Humans of ME/CFS
I had just returned from traveling in March 2013 when I came down with what felt like the flu. After three weeks in bed, unable to even sit up most days, I thought it might be mono. Tests revealed we were close: CMV, Cytomegalovirus, which is a virus in the mono/Epstein Barr family. While I seemed to recover somewhat by April, I managed to drag myself through the motions of work (I owned a PR firm) through the summer, but by September it was clear that my recovery was going backwards. I was given a diagnosis of “Post Viral Syndrome” and told by my infectious disease doctor that some people are just “never the same.” (What!?)
Still unable to get out of bed, my career came to a grinding halt. My social and family activities stopped completely. My husband became sole caregiver to our two young sons (aged 6 and 4 at the time). I spent the next 18 months lying in a dark room, sleeping, unable to even move my limbs some days, struggling with disjointed thoughts and confusion, what I would later hear described as brain fog, but doesn’t come close to explaining what it is or how it feels.

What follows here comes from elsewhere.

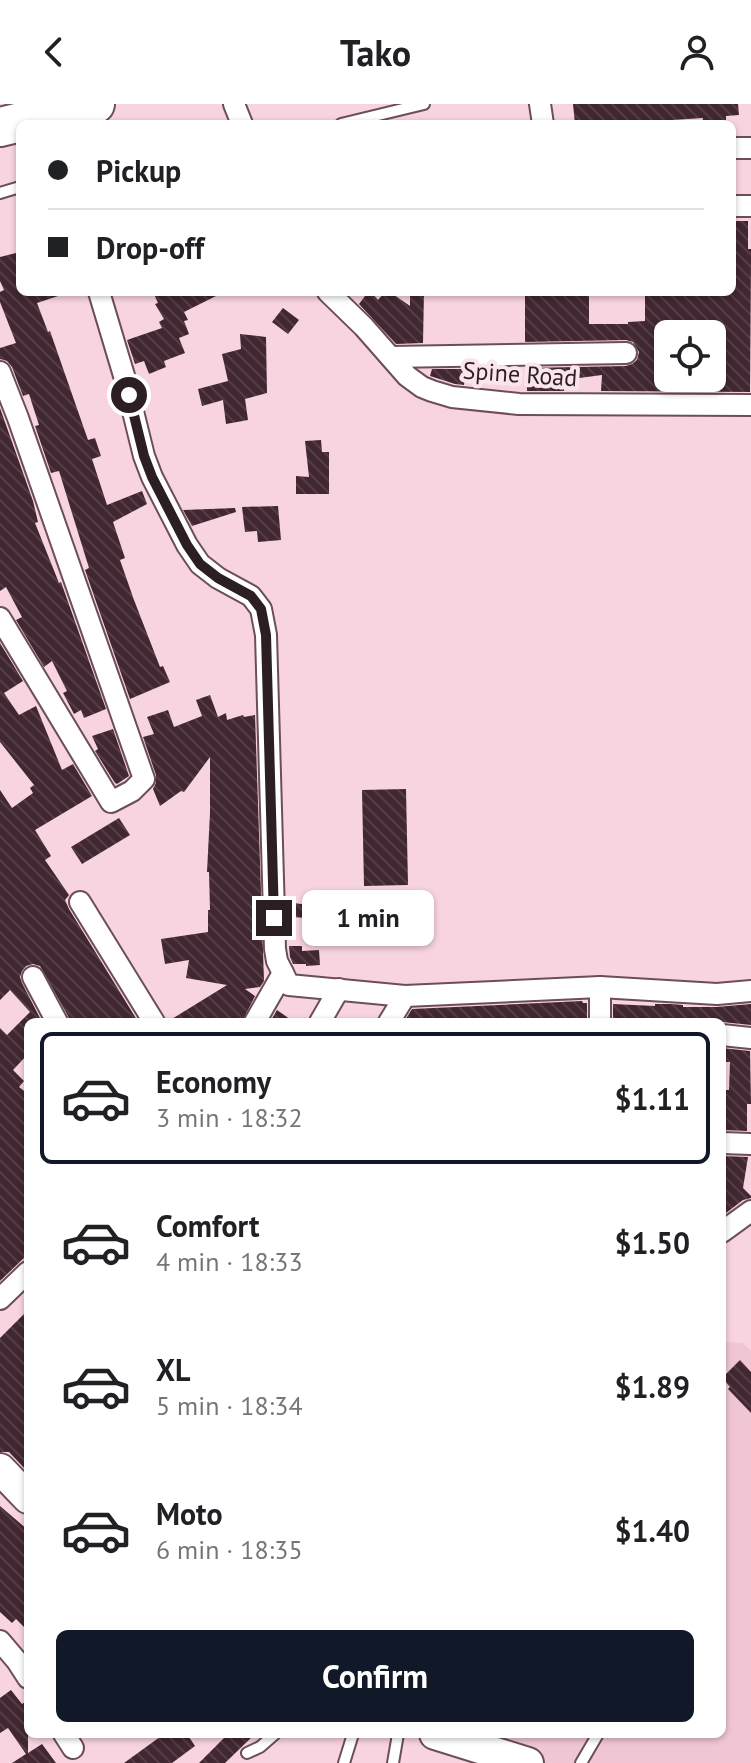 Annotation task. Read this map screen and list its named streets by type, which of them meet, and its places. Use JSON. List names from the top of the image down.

There are moments of the day where things feel almost normal for an hour or two—where I am lucid and my thoughts follow a normal and clear succession—but then that deteriorates into a jumbled, chaotic mess of disjointed thoughts that don’t follow clear logic or understanding. I struggle to follow simple current events, plots of TV shows or stories that family and friends share. I just don’t follow the conversation. Yes it’s foggy. But to me it’s more like cobwebs that slow down your synapses so that it feels like the “Get Smart” doors slamming down in your brain. Nothing is getting through.
Year Two of my illness I was able to at least get out of bed for a little bit at a time, but I still primarily spend my days in bed. At least I am out of my pajamas now, but not much else has changed. I gave up my career in PR, gave up volunteering in my kids’ classrooms, gave up socializing and traveling. I’ve had to sit on the sidelines and watch my friends celebrate their birthdays while I am too sick to join the festivities. I’ve missed too many family adventures to count.
“Fatigue” is another word that just doesn’t fit the bill. It feels like I have lead in my veins. Sometimes I can’t speak; it requires too much energy. That isn’t “fatigue.” To me it is an inability to exert any energy. There is just nothing “in the tank” to fuel standing up or talking. My son asked me the other day what I did “before you were sick,” and it broke my heart to realize he may never get to see who I was before this illness rewrote my life.